Note di regia di "Europia"
Alla settima volta che viene rimandato in Italia dalla Francia, nel tentativo di raggiungere la moglie, un ragazzo sudanese ci dice: “I'm going to kill myself in Europia”. Non sappiamo se è una storpiatura volontaria o solo un errore di pronuncia. Per noi “Europia” è la crasi tra “Europa” e “utopia”: il sogno di un mondo nuovo, aperto e accogliente, dove una nuova vita è possibile, si sgretola di fronte alla reale condizione di rifugiato nella gestione europea della crisi umanitaria. Quando la parola “Europia” è entrata nel nostro immaginario eravamo a Ventimiglia. Stavamo già raccogliendo immagini, testimonianze ed emozioni, qualcosa che non sapevamo cosa sarebbe diventato.

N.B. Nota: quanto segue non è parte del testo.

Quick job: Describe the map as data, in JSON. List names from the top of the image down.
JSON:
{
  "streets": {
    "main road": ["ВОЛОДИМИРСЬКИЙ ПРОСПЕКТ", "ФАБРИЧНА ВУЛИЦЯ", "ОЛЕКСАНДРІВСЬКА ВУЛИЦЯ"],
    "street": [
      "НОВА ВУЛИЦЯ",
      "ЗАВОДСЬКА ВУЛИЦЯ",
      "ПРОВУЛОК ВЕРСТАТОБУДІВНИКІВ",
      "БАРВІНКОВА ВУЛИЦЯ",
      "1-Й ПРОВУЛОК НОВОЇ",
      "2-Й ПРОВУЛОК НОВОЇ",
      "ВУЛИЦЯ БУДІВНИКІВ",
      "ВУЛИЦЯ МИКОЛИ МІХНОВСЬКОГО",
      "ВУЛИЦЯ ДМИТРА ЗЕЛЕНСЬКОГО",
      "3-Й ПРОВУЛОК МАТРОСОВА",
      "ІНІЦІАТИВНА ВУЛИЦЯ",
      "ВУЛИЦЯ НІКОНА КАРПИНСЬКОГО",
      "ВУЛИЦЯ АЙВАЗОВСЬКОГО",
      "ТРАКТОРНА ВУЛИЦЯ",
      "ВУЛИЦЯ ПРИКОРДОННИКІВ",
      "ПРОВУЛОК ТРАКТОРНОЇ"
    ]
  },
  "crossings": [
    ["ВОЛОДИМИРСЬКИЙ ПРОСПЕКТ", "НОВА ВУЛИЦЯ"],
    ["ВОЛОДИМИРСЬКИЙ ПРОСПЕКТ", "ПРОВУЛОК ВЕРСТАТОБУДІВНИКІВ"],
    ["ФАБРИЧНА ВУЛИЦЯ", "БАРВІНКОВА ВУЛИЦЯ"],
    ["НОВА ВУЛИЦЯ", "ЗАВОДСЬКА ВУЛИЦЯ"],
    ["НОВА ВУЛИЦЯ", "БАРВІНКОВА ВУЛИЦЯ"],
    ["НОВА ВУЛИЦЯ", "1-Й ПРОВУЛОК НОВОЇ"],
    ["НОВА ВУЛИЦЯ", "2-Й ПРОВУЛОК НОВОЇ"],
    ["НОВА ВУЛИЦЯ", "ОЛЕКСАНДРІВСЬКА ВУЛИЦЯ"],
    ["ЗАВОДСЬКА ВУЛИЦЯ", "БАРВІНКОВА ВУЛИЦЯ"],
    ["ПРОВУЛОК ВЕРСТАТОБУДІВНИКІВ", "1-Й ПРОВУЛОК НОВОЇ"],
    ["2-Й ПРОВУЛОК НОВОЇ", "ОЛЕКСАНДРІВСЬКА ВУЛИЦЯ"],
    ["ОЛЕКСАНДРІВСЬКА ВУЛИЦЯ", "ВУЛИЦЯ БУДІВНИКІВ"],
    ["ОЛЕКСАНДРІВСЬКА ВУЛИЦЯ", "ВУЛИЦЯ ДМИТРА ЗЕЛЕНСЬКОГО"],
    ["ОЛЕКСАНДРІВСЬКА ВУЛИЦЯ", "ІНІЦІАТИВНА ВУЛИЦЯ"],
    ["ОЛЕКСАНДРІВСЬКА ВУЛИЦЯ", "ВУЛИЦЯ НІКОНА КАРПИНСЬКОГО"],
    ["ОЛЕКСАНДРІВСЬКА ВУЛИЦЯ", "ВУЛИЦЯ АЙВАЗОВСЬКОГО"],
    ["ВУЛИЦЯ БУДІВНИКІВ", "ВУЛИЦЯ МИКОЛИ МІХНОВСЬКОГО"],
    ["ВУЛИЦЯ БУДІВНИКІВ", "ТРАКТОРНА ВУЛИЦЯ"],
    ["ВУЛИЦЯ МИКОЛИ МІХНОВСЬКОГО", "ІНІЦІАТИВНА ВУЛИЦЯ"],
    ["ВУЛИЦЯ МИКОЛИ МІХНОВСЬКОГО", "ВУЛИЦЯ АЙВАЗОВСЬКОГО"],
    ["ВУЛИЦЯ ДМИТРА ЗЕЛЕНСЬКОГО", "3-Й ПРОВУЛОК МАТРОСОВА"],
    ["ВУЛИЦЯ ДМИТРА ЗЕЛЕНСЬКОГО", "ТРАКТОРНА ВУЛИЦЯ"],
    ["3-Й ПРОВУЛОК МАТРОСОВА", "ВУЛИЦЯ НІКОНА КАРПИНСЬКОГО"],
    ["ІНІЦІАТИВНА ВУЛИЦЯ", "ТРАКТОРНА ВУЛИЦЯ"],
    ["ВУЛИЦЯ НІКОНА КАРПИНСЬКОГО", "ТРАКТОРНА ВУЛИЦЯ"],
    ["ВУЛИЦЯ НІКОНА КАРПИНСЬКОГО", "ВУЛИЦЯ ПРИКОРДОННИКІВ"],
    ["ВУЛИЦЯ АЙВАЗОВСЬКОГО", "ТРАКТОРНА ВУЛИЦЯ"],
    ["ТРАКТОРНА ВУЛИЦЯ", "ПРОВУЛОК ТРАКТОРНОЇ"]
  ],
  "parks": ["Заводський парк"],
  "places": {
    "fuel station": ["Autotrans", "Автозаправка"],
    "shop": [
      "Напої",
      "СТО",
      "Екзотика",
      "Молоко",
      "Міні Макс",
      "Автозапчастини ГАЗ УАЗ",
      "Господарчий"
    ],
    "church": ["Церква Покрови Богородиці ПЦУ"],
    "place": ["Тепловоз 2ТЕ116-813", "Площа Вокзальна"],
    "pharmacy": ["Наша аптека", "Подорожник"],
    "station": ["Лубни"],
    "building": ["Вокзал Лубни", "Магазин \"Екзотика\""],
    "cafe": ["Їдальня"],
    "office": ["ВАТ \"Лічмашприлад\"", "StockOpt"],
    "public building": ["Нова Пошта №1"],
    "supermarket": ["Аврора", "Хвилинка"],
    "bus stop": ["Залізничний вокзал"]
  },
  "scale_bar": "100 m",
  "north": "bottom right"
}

Negli ultimi due anni il nostro lavoro di filmaker inviati ci ha permesso di attraversare numerose frontiere: Iraq, Turchia, Siria, Tunisia, Libia. Siamo stati testimoni delle cause della crisi umanitaria e dei relativi effetti. Abbiamo osservato e filmato dal ponte di una nave della Guardia Costiera, fino alle macerie di Kobane. In Libia abbiamo capito l'apartheid: vite umane diventare merci, sfruttate all'osso prima di essere imbarcate sui gommoni, cadaveri di migranti naufraghi cercati in mare per poter rubare loro il denaro dalle tasche. In certe zone della Libia abbiamo visto come tutta la società sia coinvolta nello smuggling e quanto siano opache le relazioni tra le forze in campo atte a contrastare il traffico di esseri umani.
Siamo andati Ventimiglia quando è giunta la notizia di uno sgombero imminente del Presidio Permanente No Borders al confine italo-francese. Eravamo già stati lì, prima della nascita del Presidio, in occasione della marcia di solidarietà contro una violenta manifestazione di estrema destra francese. Di lì a poco è nato il Presidio, “La Bolla” come la chiamano alcuni attivisti, e sono arrivate anche le notizie di un possibile sgombero. Abbiamo deciso di documentare i fatti di Ventimiglia senza sapere cosa avremmo riportato. Abbiamo deciso di “immergerci” nella realtà degli scogli di Ventimiglia e nelle diverse prospettive dei suoi occupanti per osservare, ascoltare e vivere in prima persona l'inizio di una storia di lotta e di solidarietà.
Siamo andati a Ventimiglia più volte, vivendo insieme ai profughi sulla frontiera per circa tre settimane. Le storie che abbiamo ascoltato ci hanno portato nella jungle di Calais dove tutti parlavano della Libia e del mare come dei momenti più difficili del viaggio. Allora siamo tornati in Tripolitania per vedere le carceri di cui tanto avevamo sentito raccontare.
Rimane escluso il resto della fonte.